### Exercise
For each line of the material below, give that line again word for word.

START Data supplied

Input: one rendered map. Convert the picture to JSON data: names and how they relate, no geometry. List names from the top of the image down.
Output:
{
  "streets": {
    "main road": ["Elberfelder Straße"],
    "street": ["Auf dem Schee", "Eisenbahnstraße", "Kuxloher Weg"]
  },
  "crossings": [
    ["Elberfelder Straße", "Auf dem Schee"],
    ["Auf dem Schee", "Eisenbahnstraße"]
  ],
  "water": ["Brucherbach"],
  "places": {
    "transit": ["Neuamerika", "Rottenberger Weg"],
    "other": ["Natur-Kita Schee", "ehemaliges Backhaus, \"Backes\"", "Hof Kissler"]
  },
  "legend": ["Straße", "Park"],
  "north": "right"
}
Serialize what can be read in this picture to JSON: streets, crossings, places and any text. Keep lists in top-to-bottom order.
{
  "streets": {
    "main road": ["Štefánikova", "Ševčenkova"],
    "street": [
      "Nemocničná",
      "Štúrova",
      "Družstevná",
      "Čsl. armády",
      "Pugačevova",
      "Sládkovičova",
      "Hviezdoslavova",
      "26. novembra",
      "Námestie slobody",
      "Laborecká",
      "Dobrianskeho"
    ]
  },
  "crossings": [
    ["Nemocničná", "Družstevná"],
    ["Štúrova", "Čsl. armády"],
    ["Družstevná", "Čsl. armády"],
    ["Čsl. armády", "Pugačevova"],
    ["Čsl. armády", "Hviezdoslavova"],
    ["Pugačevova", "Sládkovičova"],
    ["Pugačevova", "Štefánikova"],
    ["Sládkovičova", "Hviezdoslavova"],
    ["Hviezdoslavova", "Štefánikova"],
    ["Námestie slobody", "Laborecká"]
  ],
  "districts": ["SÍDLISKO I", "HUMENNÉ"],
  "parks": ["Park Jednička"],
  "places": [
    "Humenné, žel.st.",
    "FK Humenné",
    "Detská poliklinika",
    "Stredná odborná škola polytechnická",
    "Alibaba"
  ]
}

END Data supplied

### Response area
Input: one rendered map. Convert the picture to JSON data: names and how they relate, no geometry. List names from the top of the image down.
Output:
{
  "streets": {
    "main road": ["Elberfelder Straße"],
    "street": ["Auf dem Schee", "Eisenbahnstraße", "Kuxloher Weg"]
  },
  "crossings": [
    ["Elberfelder Straße", "Auf dem Schee"],
    ["Auf dem Schee", "Eisenbahnstraße"]
  ],
  "water": ["Brucherbach"],
  "places": {
    "transit": ["Neuamerika", "Rottenberger Weg"],
    "other": ["Natur-Kita Schee", "ehemaliges Backhaus, \"Backes\"", "Hof Kissler"]
  },
  "legend": ["Straße", "Park"],
  "north": "right"
}
Serialize what can be read in this picture to JSON: streets, crossings, places and any text. Keep lists in top-to-bottom order.
{
  "streets": {
    "main road": ["Štefánikova", "Ševčenkova"],
    "street": [
      "Nemocničná",
      "Štúrova",
      "Družstevná",
      "Čsl. armády",
      "Pugačevova",
      "Sládkovičova",
      "Hviezdoslavova",
      "26. novembra",
      "Námestie slobody",
      "Laborecká",
      "Dobrianskeho"
    ]
  },
  "crossings": [
    ["Nemocničná", "Družstevná"],
    ["Štúrova", "Čsl. armády"],
    ["Družstevná", "Čsl. armády"],
    ["Čsl. armády", "Pugačevova"],
    ["Čsl. armády", "Hviezdoslavova"],
    ["Pugačevova", "Sládkovičova"],
    ["Pugačevova", "Štefánikova"],
    ["Sládkovičova", "Hviezdoslavova"],
    ["Hviezdoslavova", "Štefánikova"],
    ["Námestie slobody", "Laborecká"]
  ],
  "districts": ["SÍDLISKO I", "HUMENNÉ"],
  "parks": ["Park Jednička"],
  "places": [
    "Humenné, žel.st.",
    "FK Humenné",
    "Detská poliklinika",
    "Stredná odborná škola polytechnická",
    "Alibaba"
  ]
}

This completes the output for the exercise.